What is needed – The line containing "position:absolute; left:20px; top:20px;" marks the end: copy exactly every line from the start of the records below up to and including it, leaving out pictures.

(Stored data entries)
+---+

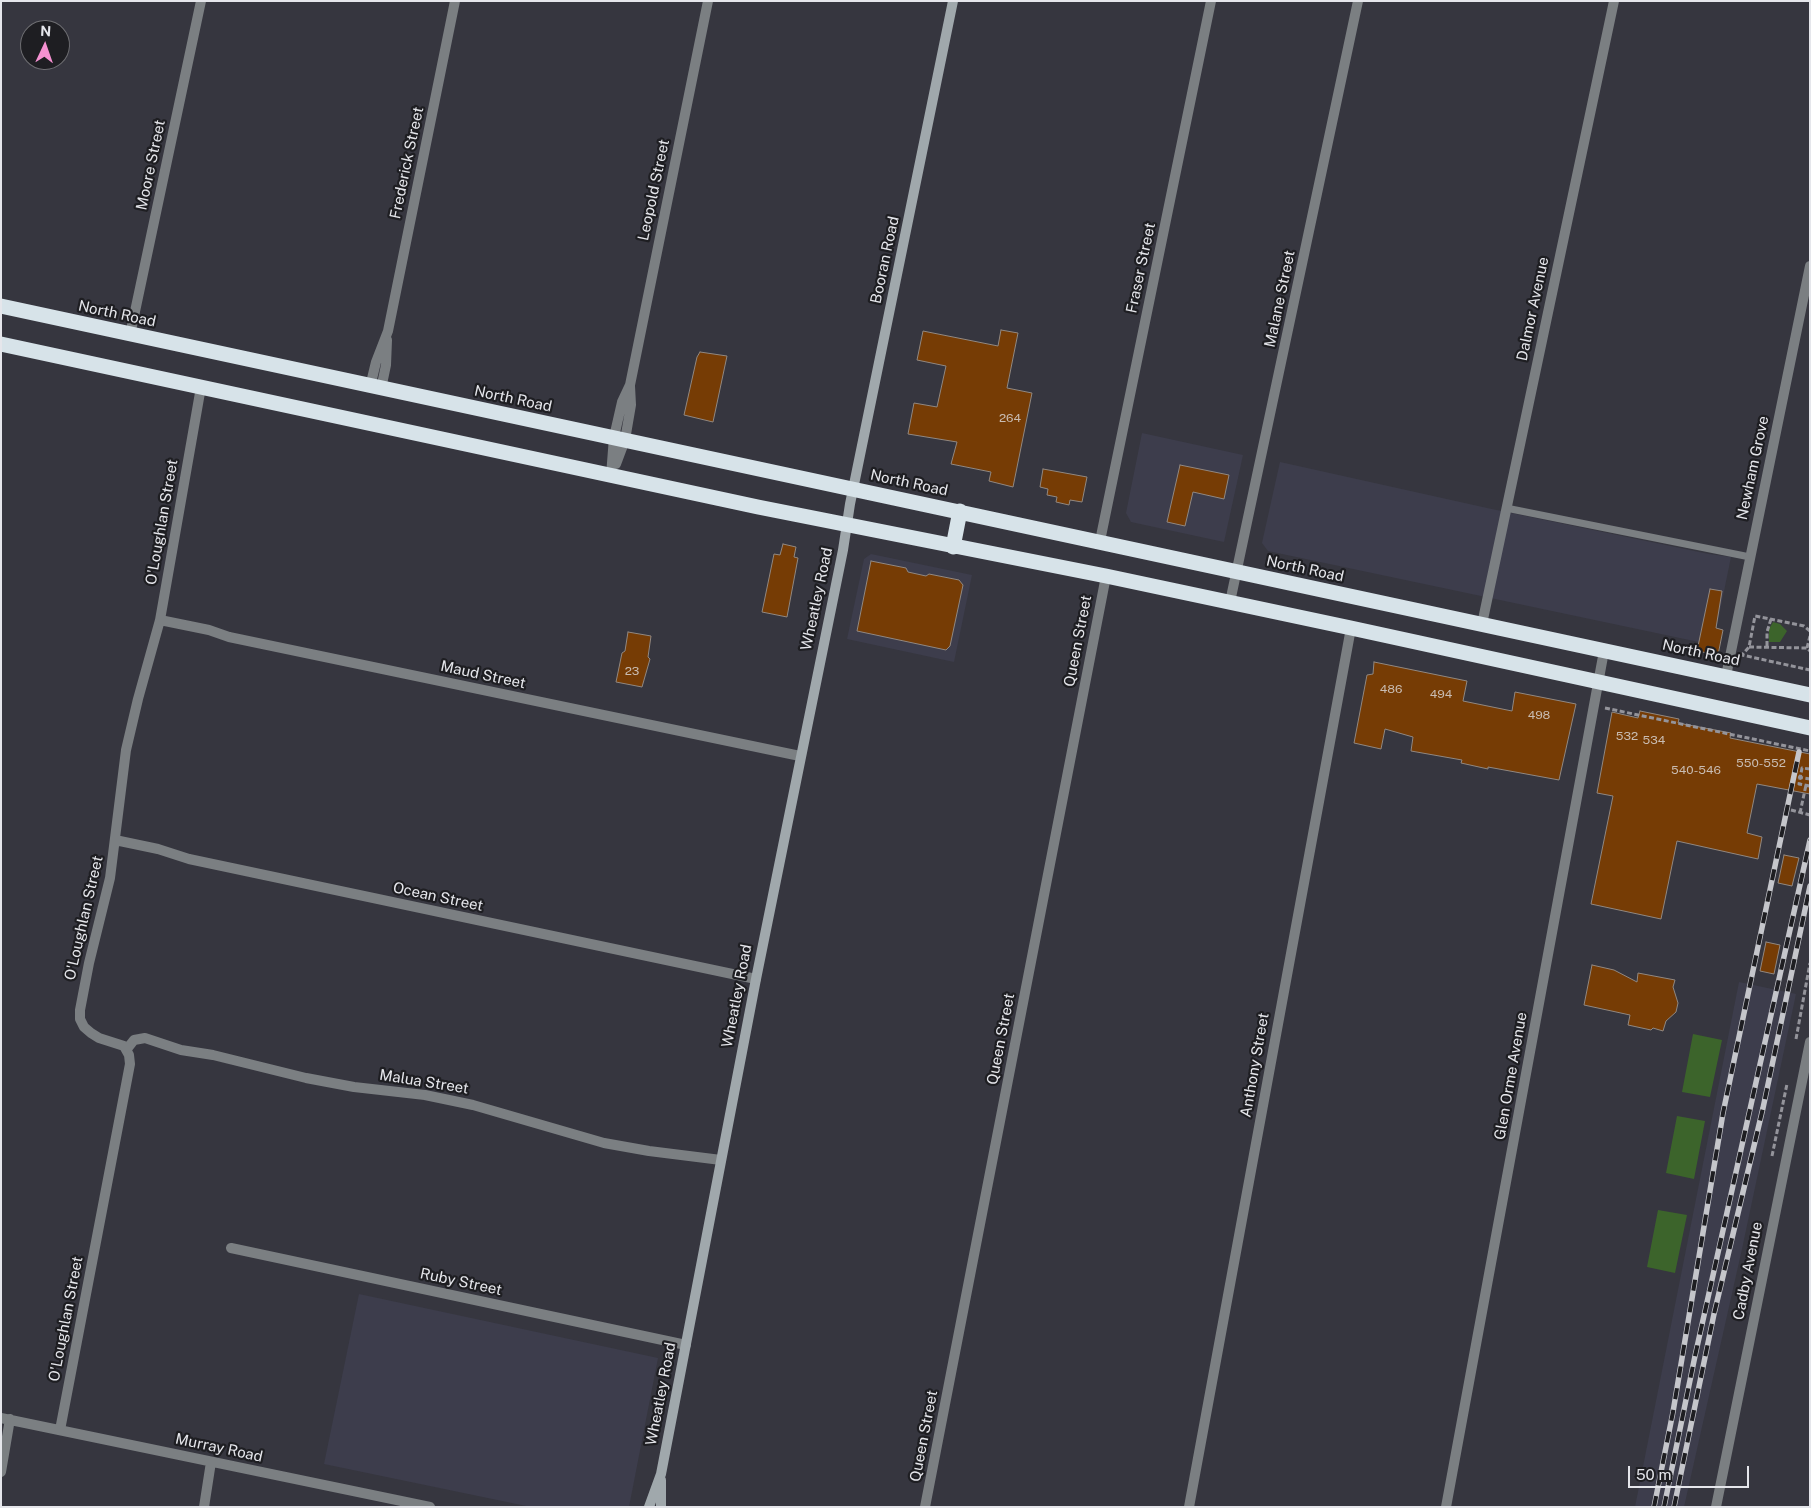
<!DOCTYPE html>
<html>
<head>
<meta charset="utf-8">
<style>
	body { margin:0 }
	#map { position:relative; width:1811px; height:1508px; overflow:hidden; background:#36363f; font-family:"Public Sans",sans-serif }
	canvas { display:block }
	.frame { position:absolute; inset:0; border:2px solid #e5e6eb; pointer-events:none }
	.north { position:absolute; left:20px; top:20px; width:50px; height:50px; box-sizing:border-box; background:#1e1e22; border:1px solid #6e6e72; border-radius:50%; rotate:3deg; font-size:14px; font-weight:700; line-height:20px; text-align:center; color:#e5e6eb }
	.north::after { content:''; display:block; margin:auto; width:18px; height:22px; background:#f591d1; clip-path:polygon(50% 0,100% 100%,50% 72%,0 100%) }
	.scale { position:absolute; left:1628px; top:1466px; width:121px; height:22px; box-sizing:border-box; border:2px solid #e5e6eb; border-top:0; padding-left:6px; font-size:15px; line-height:18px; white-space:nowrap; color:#e5e6eb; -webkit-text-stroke:4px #1e1e22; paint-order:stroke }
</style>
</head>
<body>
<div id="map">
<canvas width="1811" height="1508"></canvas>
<div class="frame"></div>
<div class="north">N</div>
<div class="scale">50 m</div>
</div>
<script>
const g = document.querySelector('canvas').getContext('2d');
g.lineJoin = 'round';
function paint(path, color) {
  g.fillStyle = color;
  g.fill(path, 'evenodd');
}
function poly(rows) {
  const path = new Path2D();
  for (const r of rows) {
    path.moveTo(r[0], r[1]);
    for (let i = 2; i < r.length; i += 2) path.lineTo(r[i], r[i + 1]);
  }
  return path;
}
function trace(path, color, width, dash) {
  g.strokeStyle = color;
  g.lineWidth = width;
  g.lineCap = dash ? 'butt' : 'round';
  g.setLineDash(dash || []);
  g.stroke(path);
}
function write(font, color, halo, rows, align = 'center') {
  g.font = font + ' "Public Sans",sans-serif';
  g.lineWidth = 4.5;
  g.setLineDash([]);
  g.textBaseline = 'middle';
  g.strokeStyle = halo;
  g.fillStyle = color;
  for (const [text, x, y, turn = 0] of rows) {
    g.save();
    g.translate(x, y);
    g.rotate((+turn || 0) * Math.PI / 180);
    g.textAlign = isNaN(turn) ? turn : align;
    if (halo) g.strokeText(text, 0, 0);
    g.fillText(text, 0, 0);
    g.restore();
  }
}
paint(poly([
	[1142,433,1243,455,1224,542,1131,522,1126,513],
	[1280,462,1487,508,1709,554,1731,557,1713,645,1268,551,1262,543],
	[871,554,972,575,954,662,847,639,864,559],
	[1739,982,1796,994,1742,1249,1684,1507,1635,1507],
	[359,1294,658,1358,629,1507,531,1507,324,1464]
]), '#3d3d4c');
paint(poly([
	[1773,622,1780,624,1787,631,1780,642,1769,642,1769,629],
	[1693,1034,1722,1040,1710,1097,1682,1092],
	[1677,1116,1705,1121,1694,1179,1666,1173],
	[1658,1210,1687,1215,1675,1273,1647,1267]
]), '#3c642b');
const building = poly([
	[1001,330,1018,333,1007,388,1032,393,1013,487,989,481,991,472,951,464,957,442,908,434,914,403,937,407,946,366,917,360,923,331,998,346,1001,330],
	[700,352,727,356,713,422,684,415,697,357,700,352],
	[1180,465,1229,475,1224,499,1193,492,1185,526,1167,522,1180,465],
	[1043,469,1087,477,1082,502,1070,500,1069,505,1056,502,1057,497,1047,495,1048,489,1040,487,1043,469],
	[783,544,796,547,794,557,798,558,787,617,762,612,774,554,780,555,783,544],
	[871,561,906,568,908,572,926,576,929,574,959,580,963,585,950,646,946,650,857,631,871,561],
	[1710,589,1722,591,1716,628,1723,630,1718,655,1697,651,1710,589],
	[628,632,651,636,648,657,650,659,642,687,616,682,622,653,625,651,628,632],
	[1374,662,1467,681,1463,701,1512,711,1515,692,1576,704,1559,780,1488,767,1488,769,1461,763,1462,760,1411,751,1413,737,1385,729,1381,749,1354,743,1367,675,1373,674,1374,662],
	[1640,711,1679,719,1678,723,1731,733,1730,738,1810,754,1810,794,1757,784,1747,833,1762,837,1758,859,1677,841,1661,919,1591,904,1613,796,1597,793,1612,712,1638,718,1640,711],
	[1784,855,1799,858,1792,886,1778,883,1784,855],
	[1766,942,1780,945,1774,974,1760,971,1766,942],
	[1592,965,1614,970,1637,982,1638,973,1675,980,1673,987,1678,1003,1676,1012,1666,1021,1663,1031,1653,1028,1651,1030,1628,1025,1630,1015,1584,1005,1592,965]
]);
paint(building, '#763c05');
trace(building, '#918881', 1);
trace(poly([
	[1810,631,1804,626,1755,616,1749,647,1742,655,1810,670],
	[1767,646,1767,632,1771,619],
	[1749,647,1807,648,1810,651],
	[1807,648,1810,636],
	[1605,708,1810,751],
	[1810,769,1802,768,1799,784,1810,786],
	[1798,777,1810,779],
	[1791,810,1810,815],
	[1800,813,1806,785],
	[1796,1039,1810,963],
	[1772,1156,1787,1084]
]), '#94949b', 3, [5, 2.5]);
trace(poly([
	[1506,508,1750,557]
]), '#7b7f82', 7);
trace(poly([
	[130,335,201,1],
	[370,387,376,362,388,331,455,1],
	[381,389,386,365,387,340],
	[616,464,625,440,631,405,630,386],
	[611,476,614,437,622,402,630,385,708,1],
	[1100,541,1211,1],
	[1230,602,1358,1],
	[160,620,209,630,229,637,800,756],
	[1482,624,1614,1],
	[1726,676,1810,266],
	[115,840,158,849,189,859,756,979],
	[127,1049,134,1040,145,1038,181,1050,213,1055,306,1078,354,1087,425,1095,473,1105,604,1143,649,1151,721,1160],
	[231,1248,686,1345],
	[1,1418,430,1507],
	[60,1430,130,1064,129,1055,124,1046,99,1038,91,1033,84,1027,80,1019,80,1010,89,963,110,878,126,750,138,699,160,620,201,387],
	[1,1472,10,1419],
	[204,1507,211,1462],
	[925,1507,1106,576],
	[1189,1507,1351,628],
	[1446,1507,1604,651],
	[1716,1507,1810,1042]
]), '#7b7f82', 10);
trace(poly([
	[661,1480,661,1507],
	[649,1507,661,1474,756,979,843,550,850,504,953,1]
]), '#a0a8ac', 10);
trace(poly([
	[1,306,1810,695],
	[1,344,758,507,1106,576,1351,628,1810,728],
	[953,547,960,511]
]), '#d7e3e9', 15);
const rail = poly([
	[1654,1507,1673,1412,1723,1113,1799,752],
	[1664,1507,1695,1356,1810,840],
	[1674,1507,1714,1314,1763,1108,1810,886]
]);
trace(rail, '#c5c6cb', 5.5);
trace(rail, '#1e1e22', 4, [11]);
write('12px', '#c9bcb2', null, [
	["264",1010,418],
	["23",632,671],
	["486",1391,689],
	["494",1441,694],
	["498",1539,715],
	["532",1627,736],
	["534",1654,740],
	["550-552",1761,763],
	["540-546",1696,770]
]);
write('15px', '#e5e6eb', '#1e1e22', [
	["Frederick Street",407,163,-78],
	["Moore Street",151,165,-78],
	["Leopold Street",654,190,-78],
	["Booran Road",885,260,-78],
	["Fraser Street",1141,268,-78],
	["Malane Street",1280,299,-78],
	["Dalmor Avenue",1533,309,-78],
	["North Road",117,314,12],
	["North Road",513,399,12],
	["Newham Grove",1753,468,-78],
	["North Road",909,483,12],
	["O'Loughlan Street",162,522,-80],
	["North Road",1305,569,12],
	["Wheatley Road",817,599,-78],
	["Queen Street",1078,641,-79],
	["North Road",1701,653,12],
	["Maud Street",483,675,12],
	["Ocean Street",438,897,12],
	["O'Loughlan Street",84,918,-77],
	["Wheatley Road",737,996,-79],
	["Queen Street",1001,1039,-79],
	["Anthony Street",1255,1065,-80],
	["Glen Orme Avenue",1511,1076,-80],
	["Malua Street",424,1082,9],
	["Cadby Avenue",1748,1271,-79],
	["Ruby Street",461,1282,12],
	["O'Loughlan Street",66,1319,-79],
	["Wheatley Road",661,1394,-79],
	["Queen Street",924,1436,-79],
	["Murray Road",219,1448,12]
]);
</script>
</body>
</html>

+---+

Response to this exercise –
<!DOCTYPE html>
<html>
<head>
<meta charset="utf-8">
<style>
	body { margin:0 }
	#map { position:relative; width:1811px; height:1508px; overflow:hidden; background:#36363f; font-family:"Public Sans",sans-serif }
	canvas { display:block }
	.frame { position:absolute; inset:0; border:2px solid #e5e6eb; pointer-events:none }
	.north { position:absolute; left:20px; top:20px; width:50px; height:50px; box-sizing:border-box; background:#1e1e22; border:1px solid #6e6e72; border-radius:50%; rotate:3deg; font-size:14px; font-weight:700; line-height:20px; text-align:center; color:#e5e6eb }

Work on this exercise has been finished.